A ma manière, j'ai donc décidé de redonner vie à ces ressources.
Sa forme rappelle celle de la harpe de concert : elle
comprend une caisse de résonance reliée à la console par une colonne. Dans la
console sont placées trente chevilles, qui correspondent aux trente cordes
fixées à l’autre extrémité au milieu de la table (partie supérieure de la
caisse). L’instrument est accordé diatoniquement ; l’étendue est donc de
quatre octaves et une note, du sol1 au la 5. Sous chaque cheville est placée
une palette qui, par rotation, permet d’élever chaque corde d’un demi-ton. Les
anciens harpeurs accordaient leur instrument en sol : on peut l’accorder
aussi en mi b, comme la harpe à simple mouvement, ou en do. De nos jours, les
cordes sont en boyau, souvent en nylon. Dans le grave, les quatre ou six
dernières notes sont en métal filé.
La harpe irlandaise est un instrument médiéval
qui a survécu jusqu’à la fin du 18e siècle. Ses cordes étaient de
métal (laiton et acier) et sa caisse de résonance creusée d’un seul bloc dans
du bois de saule. Son existence en Irlande est attestée par l’iconographie
depuis le 9e siècle (psautier de Folchard, Ms irlandais de Saint
Gall). L’instrument, la beauté de son timbre et l’habileté des harpeurs sont
cités dès le 12e siècle par Giraldus Cambrensis, puis V. Galilei
(1581) et M. Praetorius (1618).
Barde |
La harpe reposait sur l’épaule gauche ; on
jouait avec les ongles, la main gauche touchant les aigus et la droite les
basses. Jusqu’au 16e siècle, les harpeurs jouirent d’une haute
considération et d’une situation sociale enviable. Par la suite, les anglais
les persécutèrent en tant que représentants de la résistance irlandaise. Le
déclin de la noblesse autochtone qui les protégeait et les entretenait fit
d’eux, peu à peu, des ménestrels ambulants. Parallèlement, on note une
décadence de leur art, qui, de savamment raffiné, devint peu à peu populaire.

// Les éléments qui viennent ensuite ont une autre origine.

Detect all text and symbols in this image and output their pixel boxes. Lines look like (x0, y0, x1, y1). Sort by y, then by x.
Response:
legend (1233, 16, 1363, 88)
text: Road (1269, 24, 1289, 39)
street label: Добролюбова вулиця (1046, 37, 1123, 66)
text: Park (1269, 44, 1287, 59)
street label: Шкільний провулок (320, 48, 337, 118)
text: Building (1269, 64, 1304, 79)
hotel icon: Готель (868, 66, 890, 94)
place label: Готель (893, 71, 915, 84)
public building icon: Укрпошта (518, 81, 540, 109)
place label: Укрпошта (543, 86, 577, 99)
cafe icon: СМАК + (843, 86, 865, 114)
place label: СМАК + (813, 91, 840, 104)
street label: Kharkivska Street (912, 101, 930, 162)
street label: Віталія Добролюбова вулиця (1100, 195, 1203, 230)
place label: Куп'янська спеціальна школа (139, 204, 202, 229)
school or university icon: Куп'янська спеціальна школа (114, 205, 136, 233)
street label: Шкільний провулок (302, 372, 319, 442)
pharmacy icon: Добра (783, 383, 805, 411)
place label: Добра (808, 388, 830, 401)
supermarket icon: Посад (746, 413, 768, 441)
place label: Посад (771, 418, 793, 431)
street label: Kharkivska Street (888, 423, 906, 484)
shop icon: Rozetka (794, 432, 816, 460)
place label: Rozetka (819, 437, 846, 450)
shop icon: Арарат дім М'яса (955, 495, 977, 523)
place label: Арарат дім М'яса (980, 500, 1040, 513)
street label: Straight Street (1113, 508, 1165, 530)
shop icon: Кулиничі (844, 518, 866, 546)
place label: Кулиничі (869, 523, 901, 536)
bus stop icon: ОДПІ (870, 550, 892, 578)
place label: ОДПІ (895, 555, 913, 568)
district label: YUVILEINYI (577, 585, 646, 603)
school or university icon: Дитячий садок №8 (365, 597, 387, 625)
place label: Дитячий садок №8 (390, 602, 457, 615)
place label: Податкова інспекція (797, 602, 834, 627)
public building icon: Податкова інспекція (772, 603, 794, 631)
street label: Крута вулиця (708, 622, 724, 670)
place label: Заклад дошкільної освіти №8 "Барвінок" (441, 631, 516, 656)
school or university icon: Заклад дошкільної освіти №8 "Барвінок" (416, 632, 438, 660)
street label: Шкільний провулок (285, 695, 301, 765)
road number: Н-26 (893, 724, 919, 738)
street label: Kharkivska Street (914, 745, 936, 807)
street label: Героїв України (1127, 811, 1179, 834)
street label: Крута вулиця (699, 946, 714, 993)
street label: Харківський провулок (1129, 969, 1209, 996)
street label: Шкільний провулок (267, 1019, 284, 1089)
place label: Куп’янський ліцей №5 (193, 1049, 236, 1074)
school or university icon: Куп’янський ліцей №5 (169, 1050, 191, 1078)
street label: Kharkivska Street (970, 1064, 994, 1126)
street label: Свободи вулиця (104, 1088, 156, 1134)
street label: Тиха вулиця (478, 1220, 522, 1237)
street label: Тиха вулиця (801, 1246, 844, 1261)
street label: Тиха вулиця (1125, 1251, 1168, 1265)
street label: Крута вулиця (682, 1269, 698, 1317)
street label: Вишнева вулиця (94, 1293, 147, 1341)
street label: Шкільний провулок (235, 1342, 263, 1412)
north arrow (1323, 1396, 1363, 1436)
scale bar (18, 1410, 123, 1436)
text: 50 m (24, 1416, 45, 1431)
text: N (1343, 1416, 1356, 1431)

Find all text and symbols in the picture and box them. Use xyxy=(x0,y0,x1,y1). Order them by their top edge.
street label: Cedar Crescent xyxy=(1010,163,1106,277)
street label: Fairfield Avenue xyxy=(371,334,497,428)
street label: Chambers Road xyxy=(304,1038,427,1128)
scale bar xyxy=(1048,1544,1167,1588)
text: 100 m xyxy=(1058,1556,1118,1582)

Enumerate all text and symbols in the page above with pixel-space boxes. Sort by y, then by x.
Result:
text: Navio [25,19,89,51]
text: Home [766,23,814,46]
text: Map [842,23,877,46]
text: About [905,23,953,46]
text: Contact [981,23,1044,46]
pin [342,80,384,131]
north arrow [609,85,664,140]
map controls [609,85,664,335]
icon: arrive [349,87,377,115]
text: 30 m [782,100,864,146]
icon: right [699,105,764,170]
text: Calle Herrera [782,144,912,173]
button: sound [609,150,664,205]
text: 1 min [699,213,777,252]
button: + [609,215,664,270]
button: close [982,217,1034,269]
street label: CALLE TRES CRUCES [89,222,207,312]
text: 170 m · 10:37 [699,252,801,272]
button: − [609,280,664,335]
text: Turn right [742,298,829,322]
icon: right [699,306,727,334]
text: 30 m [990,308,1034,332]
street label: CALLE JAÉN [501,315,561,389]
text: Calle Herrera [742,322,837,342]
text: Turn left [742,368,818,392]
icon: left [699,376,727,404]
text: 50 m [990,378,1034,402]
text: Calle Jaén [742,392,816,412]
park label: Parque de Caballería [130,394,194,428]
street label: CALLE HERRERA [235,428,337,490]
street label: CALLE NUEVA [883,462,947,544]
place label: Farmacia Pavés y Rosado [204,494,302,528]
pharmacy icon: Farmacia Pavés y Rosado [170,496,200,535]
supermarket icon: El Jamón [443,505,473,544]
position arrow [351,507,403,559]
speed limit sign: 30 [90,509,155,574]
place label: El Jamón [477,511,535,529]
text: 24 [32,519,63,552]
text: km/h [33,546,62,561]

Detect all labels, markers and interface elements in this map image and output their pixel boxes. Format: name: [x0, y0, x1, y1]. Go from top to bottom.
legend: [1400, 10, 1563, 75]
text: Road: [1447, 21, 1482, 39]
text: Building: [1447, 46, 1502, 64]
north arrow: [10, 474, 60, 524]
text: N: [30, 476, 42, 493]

La vieille technique consistant à jouer avec les ongles se perd au 18e
siècle, et les derniers harpeurs jouent avec la pulpe du doigt. L’instrument
disparait au début du 19e sièlcle avec Arthur O’Neill, dernier harpeur,
qui donne de ses mémoires, des détails pittoresques sur ses collègues
contemporains et passés.
Harpe du Trinity College, dite aussi de Brian Boru ou de O'Neill |
Ancienne harpe Trinity College, côté droit (Bunting) |
Ancienne harpe Trinity College, côté gauche (Bunting) |
Il existe dans les musées de Dublin et de
Belfast , plusieurs spécimen conservés de ces instruments, notamment la
harpe de Brian Boru (13e siècle) à Trinity College.
A partir de la
fin du 19e se siècle se dessine la renaissance d’un instrument qui
ne sera plus celui à cordes de métal mais la harpe à corde de Boyau, d’origine
galloise, connue aujourd’hui sous le nom de harpe celtique.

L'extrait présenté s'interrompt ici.